Scope for making LAMMPS Automatically Differentiable

patherlkd · February 28, 2023, 5:08pm

Dear LAMMPS developers,

With the growing use of machine learning and optimization techniques (that are powered by automatic differentiation Automatic differentiation - Wikipedia), and their adoption and use in the field of molecular modelling, I thought it could be worth discussing whether making LAMMPS - a very efficient, flexible, and well-tested code with an active community - automatically differentiable is worthwhile.

The research motivation includes performing precise and scalable optimal control, exploring design spaces, and generally: the numerical optimization of well-posed objective functions that require derivatives of whole simulations.

JAX-MD does this: https://arxiv.org/pdf/1912.04232.pdf, but it is (considering CPU only) ~10x slower than LAMMPS and does not exhibit the same power in terms of what one can simulate.

Current ways of turning a C++ code into code that is differentiable involve operator overloading or source code transformation (e.g. with Adept: Adept: A combined automatic differentiation and array library in C++ or with autodiff GitHub - autodiff/autodiff: automatic differentiation made easier for C++).

Possible pros:

Considerable expansion to what LAMMPS can do in terms of machine learning and optimization (and other relevant research questions).
Competitive edge over existing automatically differentiable MD packages due to speed and huge existing codebase.

Possible cons/difficulties:

Due to the size of the codebase, this might be a huge task (or one that requires alot of dedication).
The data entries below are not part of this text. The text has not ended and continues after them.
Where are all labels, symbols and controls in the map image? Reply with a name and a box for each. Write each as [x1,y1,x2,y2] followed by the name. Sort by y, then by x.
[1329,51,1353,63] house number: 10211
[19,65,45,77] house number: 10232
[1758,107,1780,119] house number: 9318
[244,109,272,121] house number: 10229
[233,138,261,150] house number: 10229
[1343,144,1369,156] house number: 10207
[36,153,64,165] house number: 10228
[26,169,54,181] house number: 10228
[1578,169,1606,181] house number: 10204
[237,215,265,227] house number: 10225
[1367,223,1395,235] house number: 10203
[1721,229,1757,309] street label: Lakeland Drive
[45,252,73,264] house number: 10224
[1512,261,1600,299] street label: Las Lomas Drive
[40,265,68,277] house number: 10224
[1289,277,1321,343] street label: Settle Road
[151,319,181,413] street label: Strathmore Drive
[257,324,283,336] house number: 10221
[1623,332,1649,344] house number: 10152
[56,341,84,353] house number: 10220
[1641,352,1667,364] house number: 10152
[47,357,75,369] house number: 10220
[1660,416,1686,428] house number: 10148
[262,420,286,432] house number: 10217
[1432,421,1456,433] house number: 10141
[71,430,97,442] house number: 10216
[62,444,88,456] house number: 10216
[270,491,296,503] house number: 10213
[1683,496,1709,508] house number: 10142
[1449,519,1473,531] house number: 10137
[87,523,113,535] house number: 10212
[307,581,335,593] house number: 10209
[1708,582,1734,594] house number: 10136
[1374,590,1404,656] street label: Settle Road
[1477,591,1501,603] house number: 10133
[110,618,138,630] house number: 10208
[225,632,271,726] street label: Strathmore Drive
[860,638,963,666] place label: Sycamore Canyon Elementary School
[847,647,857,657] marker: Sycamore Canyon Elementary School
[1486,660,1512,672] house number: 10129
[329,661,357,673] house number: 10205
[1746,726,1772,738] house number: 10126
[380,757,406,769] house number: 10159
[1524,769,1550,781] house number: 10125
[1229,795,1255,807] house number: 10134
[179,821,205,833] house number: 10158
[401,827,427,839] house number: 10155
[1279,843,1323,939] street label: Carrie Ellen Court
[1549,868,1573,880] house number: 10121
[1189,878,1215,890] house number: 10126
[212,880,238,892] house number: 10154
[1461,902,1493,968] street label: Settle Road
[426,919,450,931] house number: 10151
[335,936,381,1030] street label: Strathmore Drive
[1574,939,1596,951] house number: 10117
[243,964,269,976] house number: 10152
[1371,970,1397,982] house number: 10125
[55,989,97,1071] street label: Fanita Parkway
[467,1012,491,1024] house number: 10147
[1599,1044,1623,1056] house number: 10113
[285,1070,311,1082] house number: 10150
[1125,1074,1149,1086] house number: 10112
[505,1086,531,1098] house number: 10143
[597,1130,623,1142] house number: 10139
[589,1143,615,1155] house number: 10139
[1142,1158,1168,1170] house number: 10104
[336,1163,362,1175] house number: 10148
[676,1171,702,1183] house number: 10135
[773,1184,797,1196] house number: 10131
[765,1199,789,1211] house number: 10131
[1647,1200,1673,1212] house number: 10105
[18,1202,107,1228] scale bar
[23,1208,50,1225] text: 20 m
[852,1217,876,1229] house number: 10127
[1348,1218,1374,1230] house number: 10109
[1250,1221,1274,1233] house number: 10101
Operator overloading strategy might be best in this case.
Extra difficulty in navigating parallel codebase. Ensuring loss in efficiency is minimal.
Making sure all of the existing codebase does not break (significant testing).

Best,

Dr. Luke Davis

Department of Mathematics
University College London

akohlmey · February 28, 2023, 5:25pm

Luke,

I think what you are proposing is a very niche application for what the kind of problems that LAMMPS is designed to solve. Thus a complete transformation of the entire code base is an absolute no-no. The original design of LAMMPS was a “C with classes” approach since polymorphism in C++ solved growing maintenance problem with the Fortran 90 version (had Fortran supported it at the time, LAMMPS might still be written in Fortran now). Another design goal was to make it easy to modify and extend LAMMPS. Thus we have been very careful with introducing modern C++ elements and mostly do it where there are significant benefits to code readability and maintainability over the equivalent construct written in C or using C library functions.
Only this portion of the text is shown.